Even international donor organisations have started to feel the financial crunch. The Global Fund to Fight AIDS, Tuberculosis and Malaria recently announced it is at least $4 billion short of the money it will need to continue funding essential HIV, TB and malaria services in 2010. The coalition believes there is a $10.7 billion funding gap for regional implementation of the Global Plan to Stop TB alone.
To mitigate the impact of the financial crisis on HIV health service provision, a number of AIDS and tuberculosis (TB) activists from across Sub-Saharan Africa – including ARASA, the South African Treatment Action Campaign (TAC) and the Kenyan Collaborative Fund for HIV Treatment Preparedness – have now come together to lobby for continued health financing.
The right to health and treatment are non-negotiable, the activists say. They now want to hold the heads of state and international aid organisations to their commitments made to increase and improve HIV treatment and care.
"Broken promises and skewed priorities of governments and donors have reduced the right to health and access to treatment to unattainable rhetoric," lamented TAC women’s health programme coordinator Nonkosi Khumalo.
The activist coalition demands that African governments and international funders close the gap on health financing and warn that the lives of millions of people in Sub-Saharan Africa are in jeopardy because of the lack of political will and investment to realise the right of access to life-saving treatment.
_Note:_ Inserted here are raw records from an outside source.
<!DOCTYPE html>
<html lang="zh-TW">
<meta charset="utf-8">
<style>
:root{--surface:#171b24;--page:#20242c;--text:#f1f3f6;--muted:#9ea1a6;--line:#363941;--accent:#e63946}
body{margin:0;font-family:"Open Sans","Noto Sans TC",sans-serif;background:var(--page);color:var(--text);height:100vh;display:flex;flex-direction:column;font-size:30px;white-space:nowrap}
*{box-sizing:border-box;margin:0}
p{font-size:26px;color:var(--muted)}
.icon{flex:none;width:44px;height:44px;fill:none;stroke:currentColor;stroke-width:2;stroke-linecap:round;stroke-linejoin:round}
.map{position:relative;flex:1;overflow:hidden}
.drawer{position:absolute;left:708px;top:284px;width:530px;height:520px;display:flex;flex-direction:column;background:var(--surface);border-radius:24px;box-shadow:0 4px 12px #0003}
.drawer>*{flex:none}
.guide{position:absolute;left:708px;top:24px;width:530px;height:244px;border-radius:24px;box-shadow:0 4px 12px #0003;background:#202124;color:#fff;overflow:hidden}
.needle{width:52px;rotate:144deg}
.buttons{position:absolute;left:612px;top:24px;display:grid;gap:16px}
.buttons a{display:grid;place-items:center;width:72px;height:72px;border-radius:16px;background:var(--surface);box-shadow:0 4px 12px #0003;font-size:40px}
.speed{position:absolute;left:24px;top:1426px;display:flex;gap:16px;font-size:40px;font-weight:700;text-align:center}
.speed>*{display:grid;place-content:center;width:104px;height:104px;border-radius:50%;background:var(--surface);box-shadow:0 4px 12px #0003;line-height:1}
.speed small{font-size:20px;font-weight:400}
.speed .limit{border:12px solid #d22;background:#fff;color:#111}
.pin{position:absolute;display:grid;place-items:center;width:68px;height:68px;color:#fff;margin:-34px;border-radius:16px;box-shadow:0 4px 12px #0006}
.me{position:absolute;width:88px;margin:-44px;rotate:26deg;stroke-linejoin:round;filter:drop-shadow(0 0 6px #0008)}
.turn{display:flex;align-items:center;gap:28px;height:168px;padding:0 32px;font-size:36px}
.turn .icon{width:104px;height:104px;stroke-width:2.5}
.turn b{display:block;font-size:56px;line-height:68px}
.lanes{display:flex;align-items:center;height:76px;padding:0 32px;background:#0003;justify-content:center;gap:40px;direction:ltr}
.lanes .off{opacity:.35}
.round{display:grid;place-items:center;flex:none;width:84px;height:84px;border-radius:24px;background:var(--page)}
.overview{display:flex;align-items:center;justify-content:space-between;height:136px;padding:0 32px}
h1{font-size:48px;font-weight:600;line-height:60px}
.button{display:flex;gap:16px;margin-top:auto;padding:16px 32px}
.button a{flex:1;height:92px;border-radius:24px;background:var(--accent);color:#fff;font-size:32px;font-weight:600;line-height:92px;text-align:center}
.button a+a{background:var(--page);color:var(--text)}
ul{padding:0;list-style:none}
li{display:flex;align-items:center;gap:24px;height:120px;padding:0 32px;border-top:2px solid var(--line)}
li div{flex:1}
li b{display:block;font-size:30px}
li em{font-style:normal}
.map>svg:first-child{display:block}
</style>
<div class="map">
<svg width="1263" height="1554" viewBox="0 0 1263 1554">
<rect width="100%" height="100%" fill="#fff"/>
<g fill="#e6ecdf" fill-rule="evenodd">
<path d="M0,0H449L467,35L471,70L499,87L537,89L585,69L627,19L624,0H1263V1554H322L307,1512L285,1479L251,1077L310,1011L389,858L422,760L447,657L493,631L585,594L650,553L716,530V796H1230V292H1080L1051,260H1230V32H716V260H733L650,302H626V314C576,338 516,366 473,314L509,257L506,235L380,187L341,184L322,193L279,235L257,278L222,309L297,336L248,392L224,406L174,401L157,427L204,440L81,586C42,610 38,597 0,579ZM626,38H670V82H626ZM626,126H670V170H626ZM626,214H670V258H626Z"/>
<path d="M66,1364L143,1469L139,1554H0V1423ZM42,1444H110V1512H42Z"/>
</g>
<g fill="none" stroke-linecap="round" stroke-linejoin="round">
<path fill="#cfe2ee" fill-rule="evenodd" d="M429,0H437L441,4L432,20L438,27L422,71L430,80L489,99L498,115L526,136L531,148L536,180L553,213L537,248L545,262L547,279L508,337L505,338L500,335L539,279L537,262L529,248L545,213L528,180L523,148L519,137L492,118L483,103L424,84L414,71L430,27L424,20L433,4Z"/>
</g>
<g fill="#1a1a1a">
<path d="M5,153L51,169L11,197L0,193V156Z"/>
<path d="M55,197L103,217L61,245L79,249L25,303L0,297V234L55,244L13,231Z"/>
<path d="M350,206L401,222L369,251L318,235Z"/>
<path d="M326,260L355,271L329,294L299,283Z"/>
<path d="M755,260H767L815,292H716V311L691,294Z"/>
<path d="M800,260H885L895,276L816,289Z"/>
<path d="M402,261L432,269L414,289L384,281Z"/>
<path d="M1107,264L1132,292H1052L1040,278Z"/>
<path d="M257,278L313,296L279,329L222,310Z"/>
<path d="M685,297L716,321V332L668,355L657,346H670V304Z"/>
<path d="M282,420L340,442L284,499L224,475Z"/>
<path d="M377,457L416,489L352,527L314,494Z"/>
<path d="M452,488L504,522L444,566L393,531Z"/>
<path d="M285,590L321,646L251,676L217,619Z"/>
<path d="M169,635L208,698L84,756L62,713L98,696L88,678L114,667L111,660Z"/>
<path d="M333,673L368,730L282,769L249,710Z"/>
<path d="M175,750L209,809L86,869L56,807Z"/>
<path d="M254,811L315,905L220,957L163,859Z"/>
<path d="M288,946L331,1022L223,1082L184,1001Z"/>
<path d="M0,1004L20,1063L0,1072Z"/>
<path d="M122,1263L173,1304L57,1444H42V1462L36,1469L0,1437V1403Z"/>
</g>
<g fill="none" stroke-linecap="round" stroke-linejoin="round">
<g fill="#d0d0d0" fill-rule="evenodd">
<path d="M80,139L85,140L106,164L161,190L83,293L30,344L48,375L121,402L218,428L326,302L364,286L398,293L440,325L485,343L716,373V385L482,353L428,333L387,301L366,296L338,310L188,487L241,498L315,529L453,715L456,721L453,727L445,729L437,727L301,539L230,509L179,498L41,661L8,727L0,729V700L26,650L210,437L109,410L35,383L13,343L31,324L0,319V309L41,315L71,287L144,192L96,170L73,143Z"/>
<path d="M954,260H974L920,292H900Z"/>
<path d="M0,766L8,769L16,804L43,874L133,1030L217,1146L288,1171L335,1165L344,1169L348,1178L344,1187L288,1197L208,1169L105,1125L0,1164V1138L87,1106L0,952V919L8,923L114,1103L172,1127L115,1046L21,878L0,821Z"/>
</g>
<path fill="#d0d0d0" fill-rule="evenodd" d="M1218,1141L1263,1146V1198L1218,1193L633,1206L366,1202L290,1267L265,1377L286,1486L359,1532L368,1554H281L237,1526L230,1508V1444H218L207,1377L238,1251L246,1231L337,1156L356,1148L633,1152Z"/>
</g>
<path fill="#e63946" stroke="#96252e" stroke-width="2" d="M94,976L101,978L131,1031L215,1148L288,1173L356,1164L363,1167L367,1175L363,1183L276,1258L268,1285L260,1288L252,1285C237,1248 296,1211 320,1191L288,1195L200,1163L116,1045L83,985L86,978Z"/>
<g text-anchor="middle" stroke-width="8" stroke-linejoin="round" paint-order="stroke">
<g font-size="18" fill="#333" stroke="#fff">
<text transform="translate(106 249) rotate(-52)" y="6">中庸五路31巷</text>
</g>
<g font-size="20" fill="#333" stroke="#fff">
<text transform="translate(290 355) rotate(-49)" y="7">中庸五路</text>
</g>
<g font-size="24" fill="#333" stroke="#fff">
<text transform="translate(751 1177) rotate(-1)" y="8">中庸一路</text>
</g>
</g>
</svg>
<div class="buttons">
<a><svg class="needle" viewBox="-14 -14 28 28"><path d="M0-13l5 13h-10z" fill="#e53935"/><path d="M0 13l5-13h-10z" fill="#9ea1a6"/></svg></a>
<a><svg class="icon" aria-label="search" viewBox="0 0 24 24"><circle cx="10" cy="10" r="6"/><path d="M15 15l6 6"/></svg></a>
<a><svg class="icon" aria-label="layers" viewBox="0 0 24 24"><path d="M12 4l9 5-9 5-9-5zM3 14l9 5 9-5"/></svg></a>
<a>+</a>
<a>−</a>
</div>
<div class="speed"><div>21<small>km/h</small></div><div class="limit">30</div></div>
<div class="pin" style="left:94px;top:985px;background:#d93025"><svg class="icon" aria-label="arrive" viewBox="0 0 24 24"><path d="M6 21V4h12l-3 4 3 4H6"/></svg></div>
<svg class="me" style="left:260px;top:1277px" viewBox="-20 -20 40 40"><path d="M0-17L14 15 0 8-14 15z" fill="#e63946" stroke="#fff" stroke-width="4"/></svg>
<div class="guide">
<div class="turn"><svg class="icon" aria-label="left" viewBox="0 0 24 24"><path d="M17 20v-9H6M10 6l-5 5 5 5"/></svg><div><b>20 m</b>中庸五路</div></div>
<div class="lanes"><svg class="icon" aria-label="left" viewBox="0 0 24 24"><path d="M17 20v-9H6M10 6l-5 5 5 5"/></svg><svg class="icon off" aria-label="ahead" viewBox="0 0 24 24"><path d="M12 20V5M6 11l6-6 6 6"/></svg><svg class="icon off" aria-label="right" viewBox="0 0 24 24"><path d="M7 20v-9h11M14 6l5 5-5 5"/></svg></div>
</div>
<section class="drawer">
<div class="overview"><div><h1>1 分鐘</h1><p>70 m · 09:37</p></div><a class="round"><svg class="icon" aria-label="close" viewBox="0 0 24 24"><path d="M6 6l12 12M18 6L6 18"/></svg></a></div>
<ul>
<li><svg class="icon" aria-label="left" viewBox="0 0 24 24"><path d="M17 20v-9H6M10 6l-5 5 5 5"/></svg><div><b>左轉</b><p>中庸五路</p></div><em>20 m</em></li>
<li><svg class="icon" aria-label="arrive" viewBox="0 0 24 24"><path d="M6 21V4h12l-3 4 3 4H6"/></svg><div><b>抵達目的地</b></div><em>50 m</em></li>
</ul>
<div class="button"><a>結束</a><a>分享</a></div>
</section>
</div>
"In the last few months, we have seen trillions of dollars spent on financial bailouts to stimulate economic recovery. A tiny portion of this sum could have bought quality, sustainable healthcare for millions of people," Khumalo further explained.
Broken promises
According to the 2009 World Bank "Averting a Human Crisis During the Global Downturn" report, countries in Eastern and Southern Africa are the most vulnerable. Researchers estimate the negative impact of this crisis will affect 70 percent of people on ARV treatment in Africa within the next twelve months.
With a few exceptions, such as Botswana and South Africa, most countries have limited fiscal space they can use to cushion the impact of a decline in international aid, World Bank says.
Already, large percentages of households in Sub-Saharan Africa are poor, and the large number of people on treatment means ever-increasing treatment programme costs.
Yet, Sub-Saharan Africa only accounts for one percent of global health expenditure and two percent of the global health workforce. Currently, only one third of HIV-positive Africans in need of antiretroviral (ARV) treatment can access it, according to TAC.
Failure to meet the commitment to bringing universal access to treatment for people with HIV who need it, the World Bank report notes, will call into question the legitimacy of development assistance for health, threaten the gains in health system capacity delivered through HIV treatment programmes.
It will ultimately result in greater long-term costs due to higher rates of transmission, more TB cases and larger numbers requiring expensive second-line drugs for both HIV and TB.
Dr Bactrin Killingo, chairperson of the Nairobi-based Collaborative Fund for HIV Treatment Preparedness agrees.
"If current cost constraints faced by HIV treatment programmes are not addressed, while the demand for expensive second-line treatment increases, we will soon find ourselves in a situation similar to the 1990s, where millions of lives were lost unnecessarily because people could not afford the treatment they needed to stay alive".